Alongside the federal government, 28 states have criminalized khat. Washington, DC, home to one of the nation's largest East African communities, is not among them -- yet. Under current DC law, cathinone is not a controlled substance and people caught in possession of fresh khat face no local penalties. Oddly enough, the less powerful alkaloid cathine is a controlled substance under DC law, and possession with intent to manufacture or distribute carries a prison sentence of up to three years.

Last fall, at the urging of DC US Attorney Jeffrey Taylor, Mayor Adrian Fenty (D) introduced a proposal to criminalize fresh khat as a Schedule I drug, as it is under federal law. The DC City council is currently considering the proposal as part of its 2009 Omnibus Crime Bill and is likely to act on the measure before its session ends July 15.

"It's sad that they want to put the resources of crime fighting against individuals from a different culture who don't have anybody except their community and try to punish them for doing what they have always done," said Abdul Aziz Kamus of the DC-based African Resource Center. "It seems like DC wants to punish hard-working immigrant taxi drivers who are law-abiding citizens."

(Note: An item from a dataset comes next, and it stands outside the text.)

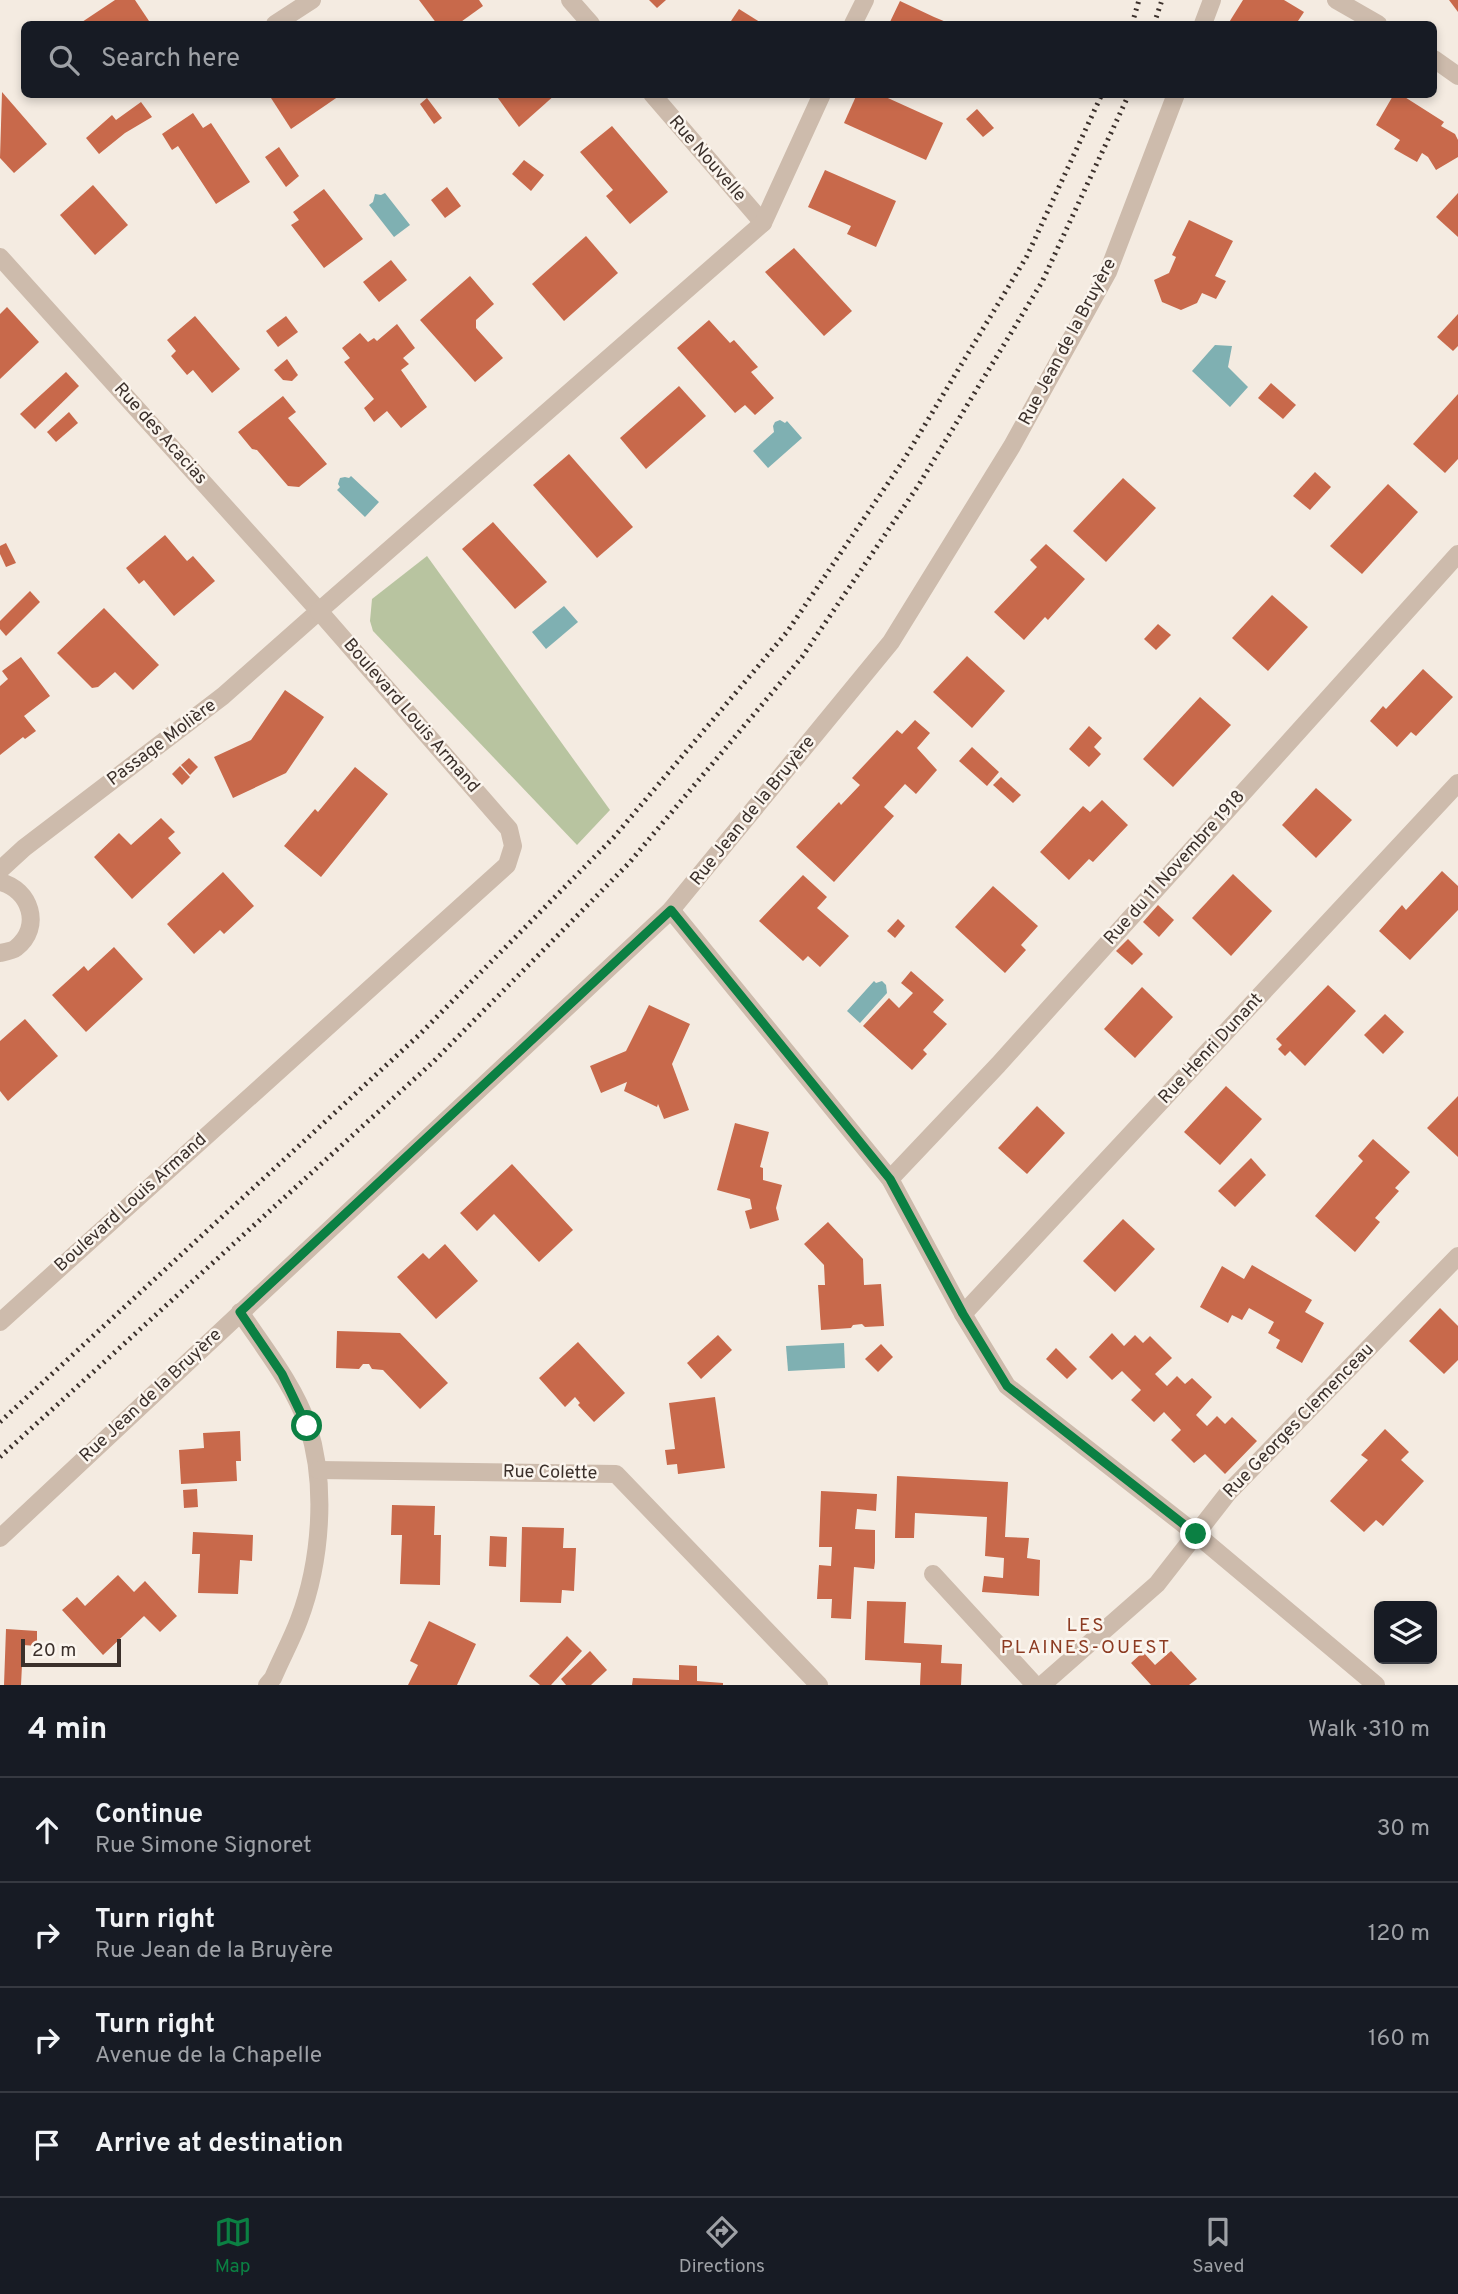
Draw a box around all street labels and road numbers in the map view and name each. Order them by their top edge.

Kamus related the tale of an immigrant taxi driver who sought help from his office a few months ago. "This guy was a father of four, and he was terrified because they caught him buying khat and he had to go to court," he said. "He said: 'I didn't commit any crime, I bought this leaf to chew while I work 16 hours to support my family.' Why should the government want to punish him?"

Good question. The answer appears to be a combination of reflexive prohibitionist responses to new drug challenges, concerns about the impact of khat use on family life among elements of the East African community, and so far unsubstantiated fears that profits from the khat trade may be flowing into the hands of Al Qaeda-linked Islamic radicals in Yemen and Somalia.

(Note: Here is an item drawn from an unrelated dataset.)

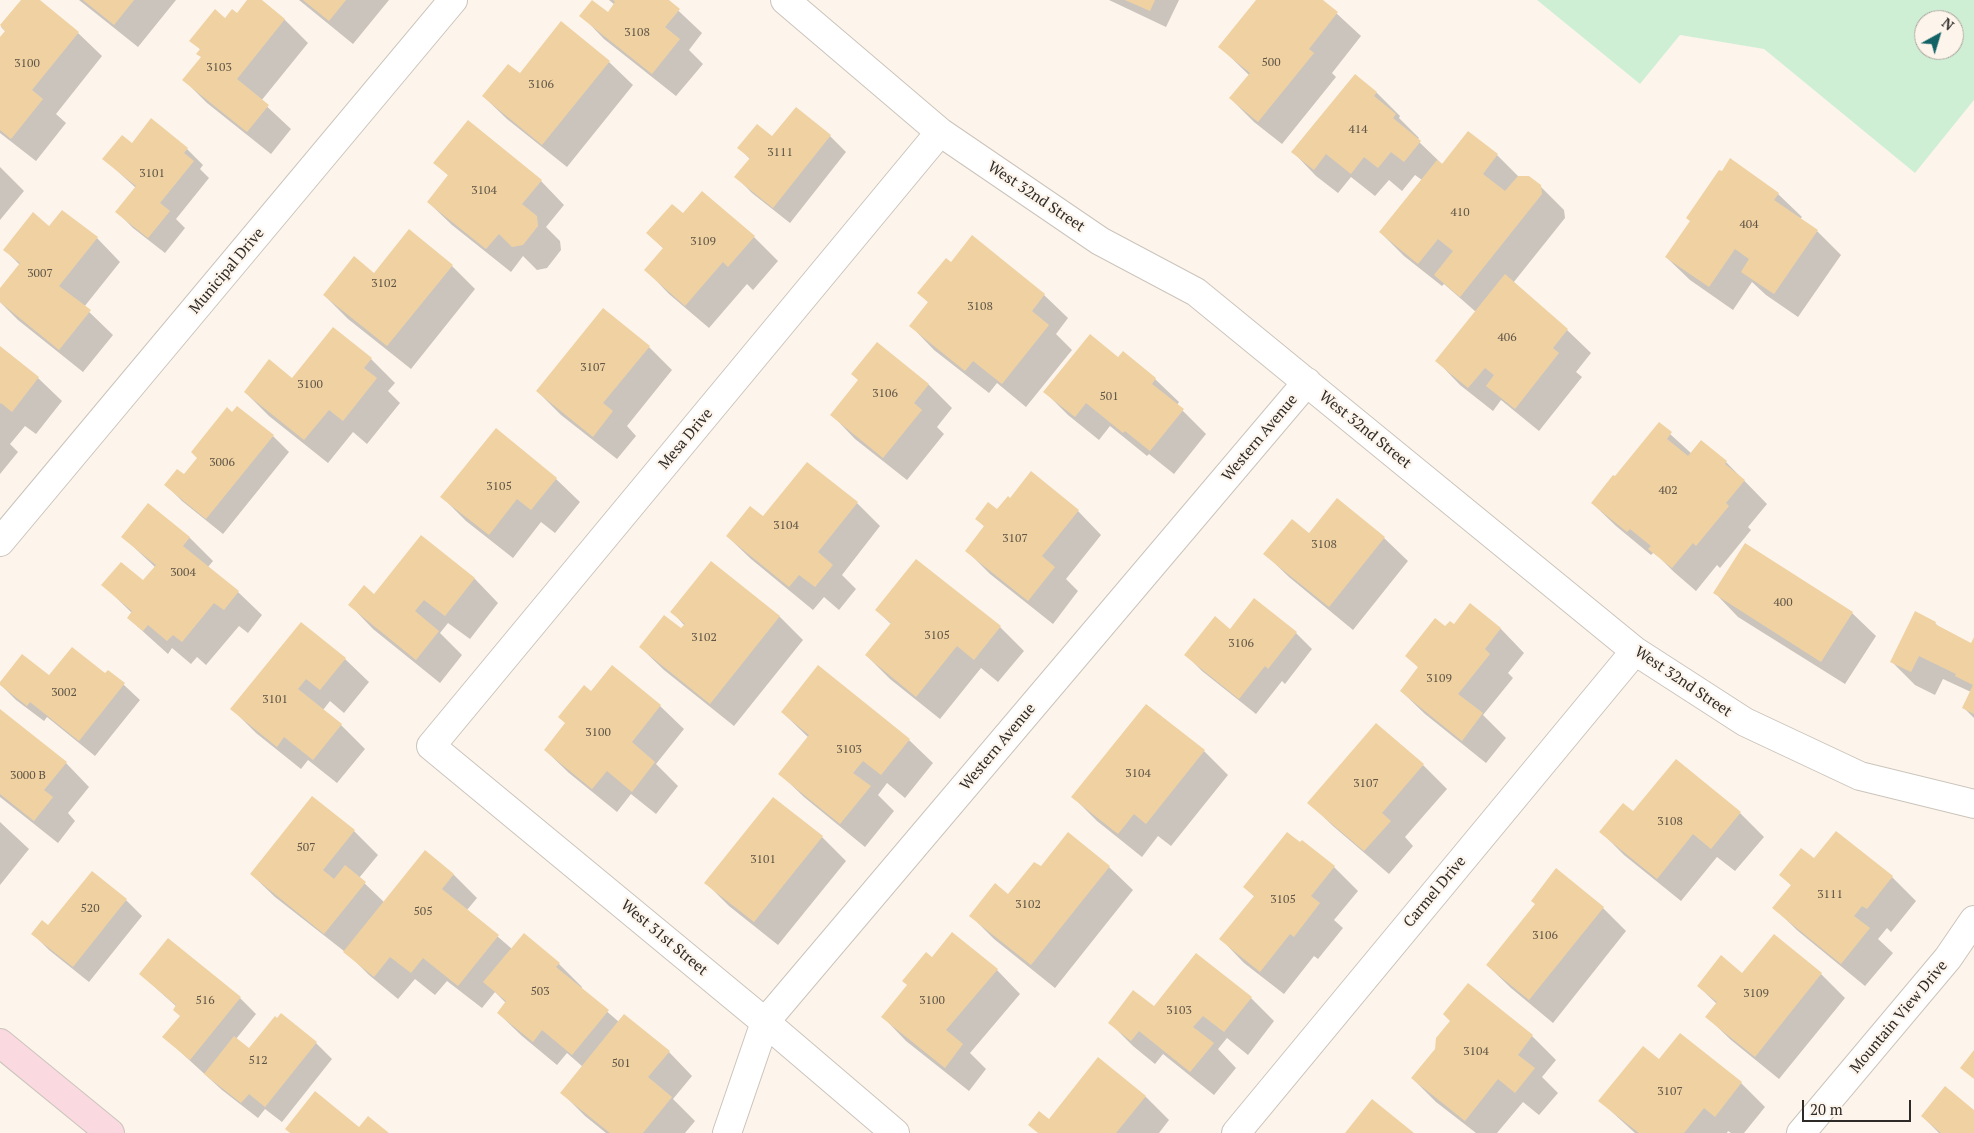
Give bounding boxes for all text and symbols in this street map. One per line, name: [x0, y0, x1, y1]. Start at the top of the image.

"Law enforcement has intercepted fresh khat coming into the city, and it made sense to change the statute to reflect the more serious drug," Assistant US Attorney Patricia Riley told the Washington Times when the measure was introduced last fall. District law should be consistent with federal law, she said, adding that the potency of cathinone warranted the schedule bump.

DC Metro Police Detective Lorenzo James, who works narcotics and special investigations, told the Times that while he had not been able to develop evidence of khat profits funding terrorists, he was still suspicious. Khat traders in DC are using hawalas, or informal money transfer systems common to South Asia and the Middle East that have been tied to terrorists in the past, James said. "The money is not being kept here," he said.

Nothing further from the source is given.